WHAT THIS TASK INVOLVES
Search the material for the word "canvas" and copy every line in which it occurs.

DATA EXCERPTS

= = = =

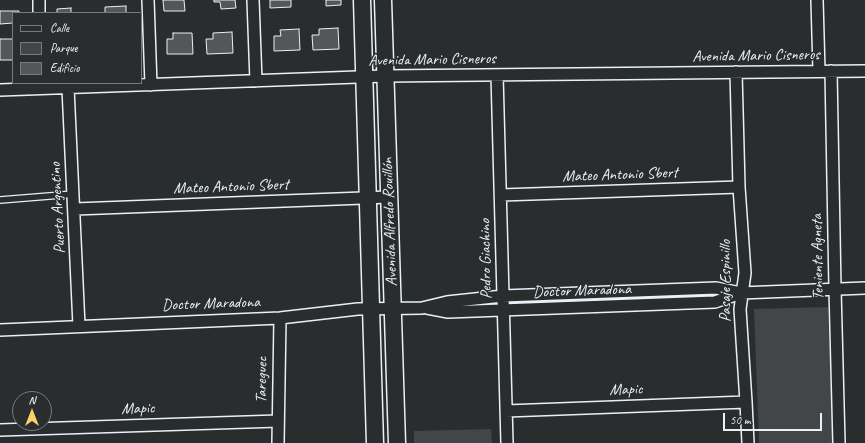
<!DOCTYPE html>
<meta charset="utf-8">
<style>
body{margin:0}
#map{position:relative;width:865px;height:443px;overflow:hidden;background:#2a2d2e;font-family:Caveat,sans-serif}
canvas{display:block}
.legend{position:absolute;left:12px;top:12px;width:130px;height:72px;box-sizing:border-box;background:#2a2d2e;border:1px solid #767b7f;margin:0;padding:5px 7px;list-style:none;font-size:12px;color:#e8f1f8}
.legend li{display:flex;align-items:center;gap:8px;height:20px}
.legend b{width:20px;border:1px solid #767b7f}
.north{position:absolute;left:12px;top:391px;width:40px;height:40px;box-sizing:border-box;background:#2a2d2e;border:1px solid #767b7f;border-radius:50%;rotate:0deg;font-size:11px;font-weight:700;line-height:16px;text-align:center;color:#e8f1f8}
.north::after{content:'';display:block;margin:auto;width:14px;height:18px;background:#ffd166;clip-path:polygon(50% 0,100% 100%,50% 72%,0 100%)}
.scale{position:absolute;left:723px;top:413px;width:99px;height:18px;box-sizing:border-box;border:2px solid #e8f1f8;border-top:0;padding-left:5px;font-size:12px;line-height:14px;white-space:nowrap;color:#e8f1f8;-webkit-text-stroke:3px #2a2d2e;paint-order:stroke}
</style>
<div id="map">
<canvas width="865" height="443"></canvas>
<ul class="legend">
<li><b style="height:5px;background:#2a2d2e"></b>Calle</li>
<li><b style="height:11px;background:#424648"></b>Parque</li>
<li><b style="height:11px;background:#535759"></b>Edificio</li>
</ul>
<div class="north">N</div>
<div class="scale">50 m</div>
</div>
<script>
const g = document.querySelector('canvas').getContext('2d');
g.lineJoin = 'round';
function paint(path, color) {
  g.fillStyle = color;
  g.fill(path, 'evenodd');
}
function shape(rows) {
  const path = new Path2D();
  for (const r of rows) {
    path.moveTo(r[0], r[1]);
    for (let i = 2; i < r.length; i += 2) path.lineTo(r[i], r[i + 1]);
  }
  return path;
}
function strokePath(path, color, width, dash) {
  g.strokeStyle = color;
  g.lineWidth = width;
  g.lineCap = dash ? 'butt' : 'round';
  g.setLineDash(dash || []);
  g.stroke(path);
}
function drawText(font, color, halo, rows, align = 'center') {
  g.font = font + ' Caveat,sans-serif';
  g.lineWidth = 3;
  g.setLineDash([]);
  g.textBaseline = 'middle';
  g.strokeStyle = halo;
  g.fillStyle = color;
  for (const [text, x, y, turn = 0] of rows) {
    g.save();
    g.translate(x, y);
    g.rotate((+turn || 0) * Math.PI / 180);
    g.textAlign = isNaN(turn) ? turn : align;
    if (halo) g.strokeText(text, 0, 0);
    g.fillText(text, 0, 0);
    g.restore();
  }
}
const green = shape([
 [828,307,833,443,759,443,754,309],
 [491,429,492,443,414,443,414,431]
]);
const building = shape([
 [163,0,184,0,185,11,164,11,163,0],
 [214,0,235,0,236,8,221,9,220,2,214,2,214,0],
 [270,0,291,0,291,7,270,8,270,0],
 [326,0,341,0,341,5,326,6,326,0],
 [126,6,126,13,105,13,105,7,126,6],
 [71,8,71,13,57,13,57,9,71,8],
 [0,11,19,11,19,13,13,13,13,23,0,24,0,11],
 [338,28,339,49,313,50,312,35,319,35,319,29,338,28],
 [299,29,300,50,274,51,274,36,281,36,280,30,299,29],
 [232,32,233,53,207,54,206,39,213,39,213,33,232,32],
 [173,33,192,33,193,54,167,54,167,39,173,39,173,33],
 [0,39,13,39,13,60,0,60,0,39]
]);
const lane = shape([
 [0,200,74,194]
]);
const street = shape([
 [39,0,39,13],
 [148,0,151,85],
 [253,0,256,81],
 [817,0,819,71],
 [831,71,835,289,839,443],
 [736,72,739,187,745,273,740,309,746,402,748,443],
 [497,75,507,443],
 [68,88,79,326],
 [0,90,385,76,865,71],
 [501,195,739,187],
 [75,209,389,197],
 [427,308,448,312,715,302,741,293],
 [0,330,280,318,358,309,422,308,447,302,503,296,716,288,741,293,865,288],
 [506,411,746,402],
 [0,430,278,421],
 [278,443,280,318]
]);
const secondary = shape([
 [362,0,375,443],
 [383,0,397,443]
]);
const streetNames = [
 ["Avenida Mario Cisneros",756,56,-1],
 ["Avenida Mario Cisneros",432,60,-1],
 ["Mateo Antonio Sbert",620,175,-2],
 ["Mateo Antonio Sbert",231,187,-2],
 ["Puerto Argentino",58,208,-93],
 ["Avenida Alfredo Rouillón",390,222,-92],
 ["Teniente Agneta",818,257,-91],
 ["Pedro Giachino",486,259,-91],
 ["Pasaje Espinillo",726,281,-90],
 ["Doctor Maradona",582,291,-2],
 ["Doctor Maradona",211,304,-2],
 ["Tareguec",262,380,-89],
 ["Mapic",626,390,-2],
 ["Mapic",138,409,-2]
];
paint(green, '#424648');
paint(building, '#535759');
strokePath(building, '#e8f1f8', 1);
strokePath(lane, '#e8f1f8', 8);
strokePath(street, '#e8f1f8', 14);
strokePath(secondary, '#e8f1f8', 19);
strokePath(lane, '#2a2d2e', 5.5);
strokePath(street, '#2a2d2e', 11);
strokePath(secondary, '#2a2d2e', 16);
drawText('16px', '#e8f1f8', '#2a2d2e', streetNames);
</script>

= = = =

TASK RESPONSE
canvas{display:block}
<canvas width="865" height="443"></canvas>
const g = document.querySelector('canvas').getContext('2d');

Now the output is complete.